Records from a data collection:
* * * *
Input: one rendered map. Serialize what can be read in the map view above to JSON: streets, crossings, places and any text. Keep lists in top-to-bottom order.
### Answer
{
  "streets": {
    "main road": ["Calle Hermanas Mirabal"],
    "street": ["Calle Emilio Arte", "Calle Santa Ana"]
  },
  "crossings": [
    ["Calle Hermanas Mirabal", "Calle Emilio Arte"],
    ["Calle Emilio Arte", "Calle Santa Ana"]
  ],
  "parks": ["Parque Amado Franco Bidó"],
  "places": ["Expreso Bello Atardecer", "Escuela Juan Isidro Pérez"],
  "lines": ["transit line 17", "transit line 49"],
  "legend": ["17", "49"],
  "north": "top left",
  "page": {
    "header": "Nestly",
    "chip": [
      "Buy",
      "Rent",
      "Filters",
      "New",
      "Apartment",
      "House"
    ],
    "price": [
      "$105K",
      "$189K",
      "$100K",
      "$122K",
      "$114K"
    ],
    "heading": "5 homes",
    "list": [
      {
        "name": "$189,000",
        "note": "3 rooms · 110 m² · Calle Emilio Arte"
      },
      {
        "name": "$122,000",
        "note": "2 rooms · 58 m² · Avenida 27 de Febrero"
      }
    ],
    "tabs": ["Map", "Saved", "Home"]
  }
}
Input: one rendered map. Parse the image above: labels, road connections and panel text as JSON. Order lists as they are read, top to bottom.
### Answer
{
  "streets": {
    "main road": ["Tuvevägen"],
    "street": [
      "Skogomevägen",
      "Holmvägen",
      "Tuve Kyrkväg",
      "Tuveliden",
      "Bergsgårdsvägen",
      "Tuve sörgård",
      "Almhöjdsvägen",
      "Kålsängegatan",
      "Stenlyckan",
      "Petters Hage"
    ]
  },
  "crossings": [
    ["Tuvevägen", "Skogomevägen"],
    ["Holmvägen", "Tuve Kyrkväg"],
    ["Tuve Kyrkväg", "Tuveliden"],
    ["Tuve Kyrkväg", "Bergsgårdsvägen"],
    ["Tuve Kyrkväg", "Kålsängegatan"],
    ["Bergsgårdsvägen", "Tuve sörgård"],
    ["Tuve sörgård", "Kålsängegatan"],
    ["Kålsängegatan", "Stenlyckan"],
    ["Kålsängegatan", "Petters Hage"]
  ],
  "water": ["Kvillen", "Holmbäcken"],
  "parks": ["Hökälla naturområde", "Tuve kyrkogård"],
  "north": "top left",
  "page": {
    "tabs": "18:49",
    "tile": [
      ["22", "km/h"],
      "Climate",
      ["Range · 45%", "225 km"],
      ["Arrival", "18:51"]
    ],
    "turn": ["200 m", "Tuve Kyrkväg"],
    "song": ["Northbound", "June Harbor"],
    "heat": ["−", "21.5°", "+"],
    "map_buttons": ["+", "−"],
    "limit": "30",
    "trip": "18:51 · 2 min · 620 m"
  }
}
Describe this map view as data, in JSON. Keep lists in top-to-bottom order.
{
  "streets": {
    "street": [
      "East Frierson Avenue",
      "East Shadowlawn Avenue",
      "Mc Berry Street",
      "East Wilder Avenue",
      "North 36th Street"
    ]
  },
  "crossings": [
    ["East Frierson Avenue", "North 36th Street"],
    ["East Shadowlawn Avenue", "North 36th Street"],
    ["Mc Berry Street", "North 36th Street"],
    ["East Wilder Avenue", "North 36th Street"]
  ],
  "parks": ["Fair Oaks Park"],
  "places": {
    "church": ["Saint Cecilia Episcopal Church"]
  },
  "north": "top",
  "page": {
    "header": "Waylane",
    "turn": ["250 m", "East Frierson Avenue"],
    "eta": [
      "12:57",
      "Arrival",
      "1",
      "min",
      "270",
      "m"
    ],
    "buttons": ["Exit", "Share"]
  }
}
* * * *
■ **Task brief**:
Return, please, the lines of the data from the first through the line containing "Input: one rendered map. Parse", both kept, exactly as they stand and nothing more.

■ **Result of this task**:
Input: one rendered map. Serialize what can be read in the map view above to JSON: streets, crossings, places and any text. Keep lists in top-to-bottom order.
### Answer
{
  "streets": {
    "main road": ["Calle Hermanas Mirabal"],
    "street": ["Calle Emilio Arte", "Calle Santa Ana"]
  },
  "crossings": [
    ["Calle Hermanas Mirabal", "Calle Emilio Arte"],
    ["Calle Emilio Arte", "Calle Santa Ana"]
  ],
  "parks": ["Parque Amado Franco Bidó"],
  "places": ["Expreso Bello Atardecer", "Escuela Juan Isidro Pérez"],
  "lines": ["transit line 17", "transit line 49"],
  "legend": ["17", "49"],
  "north": "top left",
  "page": {
    "header": "Nestly",
    "chip": [
      "Buy",
      "Rent",
      "Filters",
      "New",
      "Apartment",
      "House"
    ],
    "price": [
      "$105K",
      "$189K",
      "$100K",
      "$122K",
      "$114K"
    ],
    "heading": "5 homes",
    "list": [
      {
        "name": "$189,000",
        "note": "3 rooms · 110 m² · Calle Emilio Arte"
      },
      {
        "name": "$122,000",
        "note": "2 rooms · 58 m² · Avenida 27 de Febrero"
      }
    ],
    "tabs": ["Map", "Saved", "Home"]
  }
}
Input: one rendered map. Parse the image above: labels, road connections and panel text as JSON. Order lists as they are read, top to bottom.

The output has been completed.